We go through the family tree, as I have done for absolute strangers many times before - here, for example.

(Digression - I often wonder why the British TV programme "Who Do You Think You Are?" has not been adapted for Israeli Television; it seems tailor made for this country...)

"And your family?" she asks. I tell her. "I hope you get to see them regularly..." she queries. I smile.

"Do you have any children?" I tell her I have one. I don't tell her that at the moment, he is convinced that he is a Lion, and wakes me up most mornings by pouncing on the bed and roaring as fiercely as he can manage - think Peter Sellers and Cato in the Pink Panther films, as below. I suppose this won't interest her.

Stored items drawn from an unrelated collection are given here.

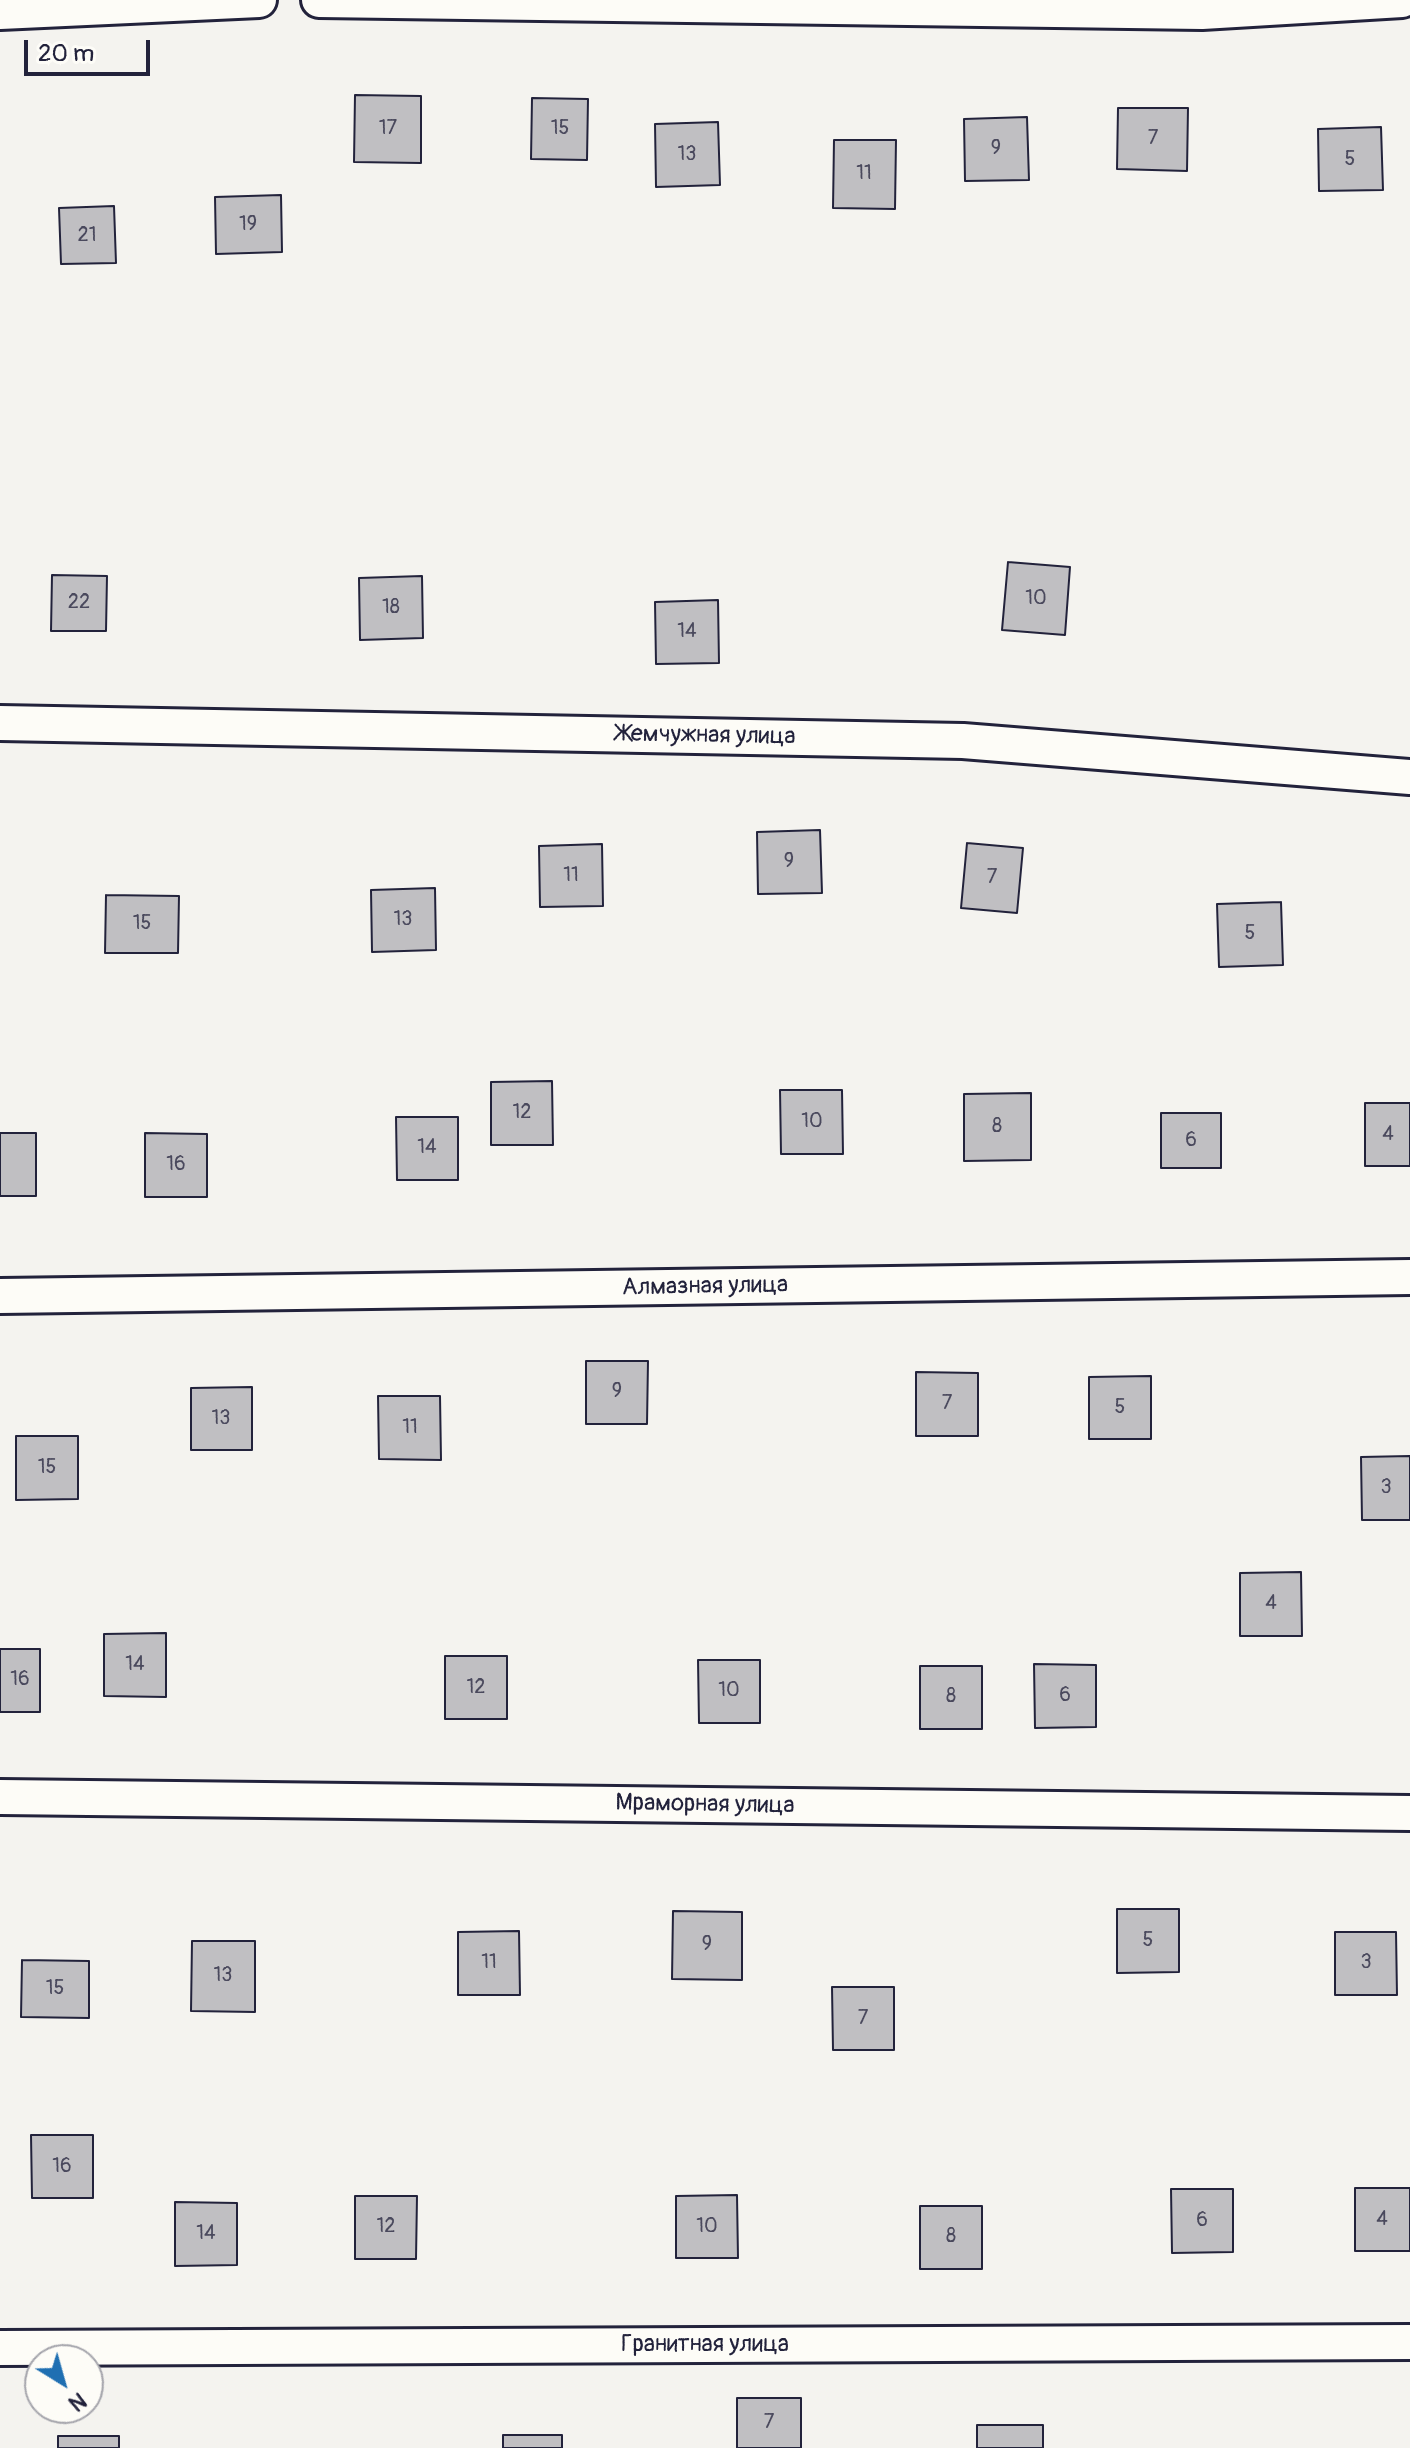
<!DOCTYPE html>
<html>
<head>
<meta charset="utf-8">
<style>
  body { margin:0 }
  #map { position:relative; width:1410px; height:2448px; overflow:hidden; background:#f4f3ef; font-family:Pangolin,sans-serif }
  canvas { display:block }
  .north { position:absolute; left:24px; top:2344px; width:80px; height:80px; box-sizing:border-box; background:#fdfcf7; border:2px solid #a5a5ac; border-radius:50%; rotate:143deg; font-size:22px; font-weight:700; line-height:32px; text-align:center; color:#22223b }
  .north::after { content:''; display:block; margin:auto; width:28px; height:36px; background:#1f6fb2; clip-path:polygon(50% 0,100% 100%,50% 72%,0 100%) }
  .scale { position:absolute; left:24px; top:40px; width:126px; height:36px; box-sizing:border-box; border:4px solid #22223b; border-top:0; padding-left:10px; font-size:24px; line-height:28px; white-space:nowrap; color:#22223b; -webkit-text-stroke:6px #fdfcf7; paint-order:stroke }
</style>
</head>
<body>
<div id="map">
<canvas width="1410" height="2448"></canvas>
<div class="north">N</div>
<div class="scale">20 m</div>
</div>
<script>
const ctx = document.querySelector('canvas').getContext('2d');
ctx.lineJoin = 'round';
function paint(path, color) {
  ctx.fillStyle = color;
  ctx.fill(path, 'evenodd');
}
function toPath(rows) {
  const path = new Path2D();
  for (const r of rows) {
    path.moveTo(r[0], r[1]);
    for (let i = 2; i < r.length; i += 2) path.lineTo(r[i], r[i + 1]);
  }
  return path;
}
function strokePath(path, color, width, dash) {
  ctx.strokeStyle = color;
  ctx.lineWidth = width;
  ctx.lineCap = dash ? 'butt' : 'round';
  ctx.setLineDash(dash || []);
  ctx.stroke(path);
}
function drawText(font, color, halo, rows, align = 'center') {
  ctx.font = font + ' Pangolin,sans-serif';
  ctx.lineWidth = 6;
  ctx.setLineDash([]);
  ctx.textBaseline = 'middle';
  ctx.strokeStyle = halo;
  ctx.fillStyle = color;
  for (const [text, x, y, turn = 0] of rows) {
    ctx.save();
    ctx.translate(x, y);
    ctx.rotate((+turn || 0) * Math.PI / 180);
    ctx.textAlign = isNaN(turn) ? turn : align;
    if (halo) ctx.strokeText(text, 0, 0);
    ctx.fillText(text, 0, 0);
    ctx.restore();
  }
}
const building = toPath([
  [355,95,421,96,421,163,354,162,355,95],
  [532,98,588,99,587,160,531,159,532,98],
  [1118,108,1188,108,1187,171,1117,169,1118,108],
  [1027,117,1029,180,965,181,964,119,1027,117],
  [718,122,720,185,656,187,655,124,718,122],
  [1381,127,1383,190,1319,191,1318,129,1381,127],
  [834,140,896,140,895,209,833,208,834,140],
  [281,195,282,252,216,254,215,197,281,195],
  [114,206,116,263,61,264,59,208,114,206],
  [1008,562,1070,567,1065,635,1002,630,1008,562],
  [52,575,107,576,106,631,51,631,52,575],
  [422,576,423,638,360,640,359,578,422,576],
  [718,600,719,663,656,664,655,602,718,600],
  [820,830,822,893,758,894,757,832,820,830],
  [967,843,1023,848,1017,913,961,908,967,843],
  [602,844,603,906,540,907,539,846,602,844],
  [435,888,436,950,372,952,371,890,435,888],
  [106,895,179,896,178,953,105,953,106,895],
  [1281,902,1283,965,1219,967,1217,904,1281,902],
  [552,1081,553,1145,491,1145,491,1082,552,1081],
  [780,1090,842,1090,843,1154,781,1154,780,1090],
  [1031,1093,1031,1160,964,1161,964,1094,1031,1093],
  [1365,1103,1410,1103,1410,1166,1365,1166,1365,1103],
  [1161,1113,1221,1113,1221,1168,1161,1168,1161,1113],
  [396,1117,458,1117,458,1180,397,1180,396,1117],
  [0,1133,36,1133,36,1196,0,1196,0,1133],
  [145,1133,207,1134,207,1197,145,1197,145,1133],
  [586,1361,648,1361,647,1424,586,1424,586,1361],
  [916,1372,978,1373,978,1436,916,1436,916,1372],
  [1151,1376,1151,1439,1089,1439,1089,1377,1151,1376],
  [252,1387,252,1450,191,1450,191,1388,252,1387],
  [378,1396,440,1396,441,1460,379,1459,378,1396],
  [16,1436,78,1436,78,1499,16,1500,16,1436],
  [1410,1456,1410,1520,1362,1520,1361,1457,1410,1456],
  [1301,1572,1302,1636,1240,1636,1240,1573,1301,1572],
  [166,1633,166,1697,104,1696,104,1634,166,1633],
  [0,1649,40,1649,40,1712,0,1712,0,1649],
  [445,1656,507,1656,507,1719,445,1719,445,1656],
  [698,1660,760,1660,760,1723,699,1723,698,1660],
  [1034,1664,1096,1665,1096,1727,1035,1728,1034,1664],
  [920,1666,982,1666,982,1729,920,1729,920,1666],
  [1117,1909,1179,1909,1179,1972,1117,1973,1117,1909],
  [673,1911,742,1912,742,1980,672,1979,673,1911],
  [519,1931,520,1995,458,1995,458,1932,519,1931],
  [1335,1932,1396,1932,1397,1995,1335,1995,1335,1932],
  [192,1941,255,1941,255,2012,191,2011,192,1941],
  [22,1960,89,1961,89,2018,21,2017,22,1960],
  [832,1987,894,1987,894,2050,833,2050,832,1987],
  [31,2135,93,2135,93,2198,32,2198,31,2135],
  [1355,2188,1410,2188,1410,2251,1355,2251,1355,2188],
  [1171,2189,1233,2189,1233,2252,1172,2253,1171,2189],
  [737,2195,738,2258,676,2258,676,2196,737,2195],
  [355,2196,417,2196,416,2259,355,2259,355,2196],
  [175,2202,237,2203,237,2265,175,2266,175,2202],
  [920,2206,982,2206,982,2269,920,2269,920,2206],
  [737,2398,801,2398,801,2448,737,2448,737,2398],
  [977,2425,1043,2425,1043,2448,977,2448,977,2425],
  [503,2435,562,2435,562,2448,503,2448,503,2435],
  [58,2436,119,2436,119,2448,58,2448,58,2436]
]);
paint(building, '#c0bfc2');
strokePath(building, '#22223b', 2);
const street = toPath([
  [319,0,1202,12,1402,0],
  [0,12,259,0],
  [0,723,963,741,1410,777],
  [0,1296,1410,1277],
  [0,1797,1410,1813],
  [0,2348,1410,2342]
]);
strokePath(street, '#22223b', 40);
strokePath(street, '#fdfcf7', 34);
drawText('20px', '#4a495d', null, [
  ["17",388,129],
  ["15",560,129],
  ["7",1153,139],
  ["9",996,149],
  ["13",687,155],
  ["5",1350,160],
  ["11",864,174],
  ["19",248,225],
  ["21",87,236],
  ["10",1036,599],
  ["22",79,603],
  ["18",391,608],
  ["14",687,632],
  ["9",789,862],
  ["11",571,876],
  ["7",992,878],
  ["13",403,920],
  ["15",142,924],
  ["5",1250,934],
  ["12",522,1113],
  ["10",812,1122],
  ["8",997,1127],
  ["4",1388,1135],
  ["6",1191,1141],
  ["14",427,1148],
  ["16",176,1165],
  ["9",617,1392],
  ["7",947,1404],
  ["5",1120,1408],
  ["13",221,1419],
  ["11",410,1428],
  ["15",47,1468],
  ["3",1386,1488],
  ["4",1271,1604],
  ["14",135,1665],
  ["16",20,1680],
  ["12",476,1688],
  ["10",729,1691],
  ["6",1065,1696],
  ["8",951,1697],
  ["5",1148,1941],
  ["9",707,1945],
  ["11",489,1963],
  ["3",1366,1963],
  ["13",223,1976],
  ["15",55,1989],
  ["7",863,2019],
  ["16",62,2167],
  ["4",1382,2220],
  ["6",1202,2221],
  ["12",386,2227],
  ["10",707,2227],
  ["14",206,2234],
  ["8",951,2237],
  ["7",769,2423]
]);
drawText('24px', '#22223b', '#fdfcf7', [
  ["Жемчужная улица",706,736,1],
  ["Алмазная улица",705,1287,-1],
  ["Мраморная улица",705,1805,1],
  ["Гранитная улица",705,2345]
]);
</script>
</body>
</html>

"Is he beautiful?" (She uses the masculine adjective Yafeh, which literally translates as beautiful; in this context, it'll probably read better as good looking.)

I smile. "Well..."

"Is he more like you, Kushi?"

(If I'm correct, the word Kushi comes from is the Kush, an ancient race in North Africa - Sudan and Egypt, Wikipedia helpfully tells me. Generally, I had assumed that it was used in Israel in a vaguely pejorative manner, like Coloured in the UK. I'd be interested in exploring the etymology of the word in modern Hebrew now, after this conversation...)

"He is, yes. But he gets his good looks from his mother." (Mrs Goy, if you are reading this, this MUST be worth something...forgiveness for past misdemeanours on my part, perhaps?)

"Tov, you must be going, she'll be waiting for you."

She is right, and I bid her farewell.

4 comments:

Anonymous said...

"Kushi" in Arabic is a derogatory word for a colored person, and the big chocolate-coated marshmellow treats are called "ras kushi." I am dearly hoping that the Hebrew has a better context than the Arabic.

x said...

I don't think it has a better context - not in today's Hebrew, anyway. But words can evolve from the neutral to the derogatory over time - that's why when she used it, I thought that perhaps it might not have the same meaning for her as it would for a person half her age...

Adam Ehad said...

I like living in a country in which the prime minister has to appeal for public calm because there have been three murders in the last month. But "boom" lady does seem right...things are changing.

x said...

Are you in Israel now? Welcome, Brachim Ha'Ba'im!